Here at Who What Wear, we’re no strangers to reporting on trends. We’re always taking a look at the runways of each season, what’s in demand from a buying or production level, looking at what’s translating to consumers, and putting it all together into seasonal trend reports that you can look to for inspiration. Mandy Lee, also known as @oldloserinbrooklyn, has taken her expertise as a trend forecaster to the masses on TikTok. While many users on TikTok can be quick to “cancel” certain trends and judge others for wearing them, Lee prioritizes personal style in her trend reporting. She educates her audience on what’s new in the fashion scene along with a background on its popularity but will accompany those videos with how to style trends to your taste and remind her followers that it doesn’t have to work for them, and that building style takes time.

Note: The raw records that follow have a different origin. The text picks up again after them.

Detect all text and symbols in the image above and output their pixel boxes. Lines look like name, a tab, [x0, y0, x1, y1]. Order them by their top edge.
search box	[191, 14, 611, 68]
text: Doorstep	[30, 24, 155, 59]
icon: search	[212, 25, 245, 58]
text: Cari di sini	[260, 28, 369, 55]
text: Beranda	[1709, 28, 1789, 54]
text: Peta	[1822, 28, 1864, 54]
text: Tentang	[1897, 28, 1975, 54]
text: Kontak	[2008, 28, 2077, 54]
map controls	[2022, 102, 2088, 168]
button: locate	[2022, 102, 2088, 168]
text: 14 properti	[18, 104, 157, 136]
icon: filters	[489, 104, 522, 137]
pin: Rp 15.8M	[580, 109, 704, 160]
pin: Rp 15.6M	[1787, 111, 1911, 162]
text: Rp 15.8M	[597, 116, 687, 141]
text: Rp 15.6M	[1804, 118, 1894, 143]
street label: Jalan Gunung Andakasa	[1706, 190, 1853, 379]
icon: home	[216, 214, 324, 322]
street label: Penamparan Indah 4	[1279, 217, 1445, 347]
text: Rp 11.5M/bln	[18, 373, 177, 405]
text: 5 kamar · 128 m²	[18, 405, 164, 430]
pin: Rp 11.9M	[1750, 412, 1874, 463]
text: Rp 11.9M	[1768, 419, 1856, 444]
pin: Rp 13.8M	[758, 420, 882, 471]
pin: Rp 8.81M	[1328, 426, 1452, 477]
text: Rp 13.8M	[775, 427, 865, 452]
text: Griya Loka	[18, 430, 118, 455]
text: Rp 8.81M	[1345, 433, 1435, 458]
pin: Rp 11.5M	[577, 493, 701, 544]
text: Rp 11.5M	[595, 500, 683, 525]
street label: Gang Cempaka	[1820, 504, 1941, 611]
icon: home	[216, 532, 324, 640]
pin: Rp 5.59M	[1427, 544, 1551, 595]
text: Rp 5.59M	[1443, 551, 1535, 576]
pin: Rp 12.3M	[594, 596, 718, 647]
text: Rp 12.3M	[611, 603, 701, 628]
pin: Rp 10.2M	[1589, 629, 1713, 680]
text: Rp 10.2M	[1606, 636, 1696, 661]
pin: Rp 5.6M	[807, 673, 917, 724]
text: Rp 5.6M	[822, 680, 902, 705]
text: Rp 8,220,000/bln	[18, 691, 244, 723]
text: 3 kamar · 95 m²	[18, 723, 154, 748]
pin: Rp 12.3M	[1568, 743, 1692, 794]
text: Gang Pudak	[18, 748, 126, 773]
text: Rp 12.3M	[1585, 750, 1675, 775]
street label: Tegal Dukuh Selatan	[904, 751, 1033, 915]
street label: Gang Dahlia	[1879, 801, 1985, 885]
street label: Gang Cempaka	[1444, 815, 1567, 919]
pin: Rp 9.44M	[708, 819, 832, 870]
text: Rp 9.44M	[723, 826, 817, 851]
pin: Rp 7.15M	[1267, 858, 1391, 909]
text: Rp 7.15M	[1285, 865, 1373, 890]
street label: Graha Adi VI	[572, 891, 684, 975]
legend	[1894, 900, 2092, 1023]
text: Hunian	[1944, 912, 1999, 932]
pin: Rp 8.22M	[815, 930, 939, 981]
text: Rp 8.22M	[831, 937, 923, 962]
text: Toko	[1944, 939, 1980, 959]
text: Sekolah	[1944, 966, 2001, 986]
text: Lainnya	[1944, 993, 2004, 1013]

With her account, Lee shares her love of the fashion industry and what’s new but is always encouraging her followers to retain their individuality when consuming trends. While we have already spent too much timing watching all her videos, we thought we’d ask the trend expert herself on which trends she thinks are worth investing in for the long term, and how she creates a balance between following trends but staying true to herself. We’ve learned a lot from her, and we think you will too.
I live in Brooklyn and have been seeing them rise in popularity all over NYC street style for around 5 years. They can be styled in many ways and can work for a range of aesthetics. The below the knee, above the calf-length, is so timeless. They come in a range of colors and I love how the best finds are found on the second-hand market. My favorite way to style them is with a midi-length silk skirt or slip dress— easy and chic!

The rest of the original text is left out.